=== WHAT YOU ARE ASKED TO DO ===
The stretch wanted below opens at the line containing "Quick job: Serialize" and closes at the line containing "Task: Summarize the". Please return it exactly, with no other lines.

INFORMATION PROVIDED Start Marker

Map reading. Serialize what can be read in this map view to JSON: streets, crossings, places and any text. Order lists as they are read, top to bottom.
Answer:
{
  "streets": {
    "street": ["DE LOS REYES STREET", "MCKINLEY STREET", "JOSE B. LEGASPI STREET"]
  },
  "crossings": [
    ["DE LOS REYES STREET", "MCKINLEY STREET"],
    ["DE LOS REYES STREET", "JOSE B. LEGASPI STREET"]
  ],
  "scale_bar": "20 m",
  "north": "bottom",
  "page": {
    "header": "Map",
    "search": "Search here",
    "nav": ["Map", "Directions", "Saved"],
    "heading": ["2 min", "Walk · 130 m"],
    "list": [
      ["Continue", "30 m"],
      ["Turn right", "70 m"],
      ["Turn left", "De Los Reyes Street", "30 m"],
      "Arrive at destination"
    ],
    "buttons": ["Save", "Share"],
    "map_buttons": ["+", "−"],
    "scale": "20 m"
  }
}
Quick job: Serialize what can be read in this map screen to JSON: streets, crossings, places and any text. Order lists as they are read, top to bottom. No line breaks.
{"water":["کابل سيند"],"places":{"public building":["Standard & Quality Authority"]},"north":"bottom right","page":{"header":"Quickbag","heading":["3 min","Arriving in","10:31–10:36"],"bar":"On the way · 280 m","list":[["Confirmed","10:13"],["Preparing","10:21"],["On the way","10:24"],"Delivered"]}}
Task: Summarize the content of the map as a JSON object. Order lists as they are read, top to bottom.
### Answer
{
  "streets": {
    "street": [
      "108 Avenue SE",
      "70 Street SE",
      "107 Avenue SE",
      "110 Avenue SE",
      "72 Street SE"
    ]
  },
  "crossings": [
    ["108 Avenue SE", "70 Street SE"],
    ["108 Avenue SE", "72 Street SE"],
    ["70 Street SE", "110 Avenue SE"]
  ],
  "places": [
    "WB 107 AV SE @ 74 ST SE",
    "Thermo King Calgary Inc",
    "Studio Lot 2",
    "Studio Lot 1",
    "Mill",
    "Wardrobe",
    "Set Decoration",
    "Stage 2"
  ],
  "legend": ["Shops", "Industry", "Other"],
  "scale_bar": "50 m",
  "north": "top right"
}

INFORMATION PROVIDED End Marker

=== OUTPUT OF THE TASK ===
Quick job: Serialize what can be read in this map screen to JSON: streets, crossings, places and any text. Order lists as they are read, top to bottom. No line breaks.
{"water":["کابل سيند"],"places":{"public building":["Standard & Quality Authority"]},"north":"bottom right","page":{"header":"Quickbag","heading":["3 min","Arriving in","10:31–10:36"],"bar":"On the way · 280 m","list":[["Confirmed","10:13"],["Preparing","10:21"],["On the way","10:24"],"Delivered"]}}
Task: Summarize the content of the map as a JSON object. Order lists as they are read, top to bottom.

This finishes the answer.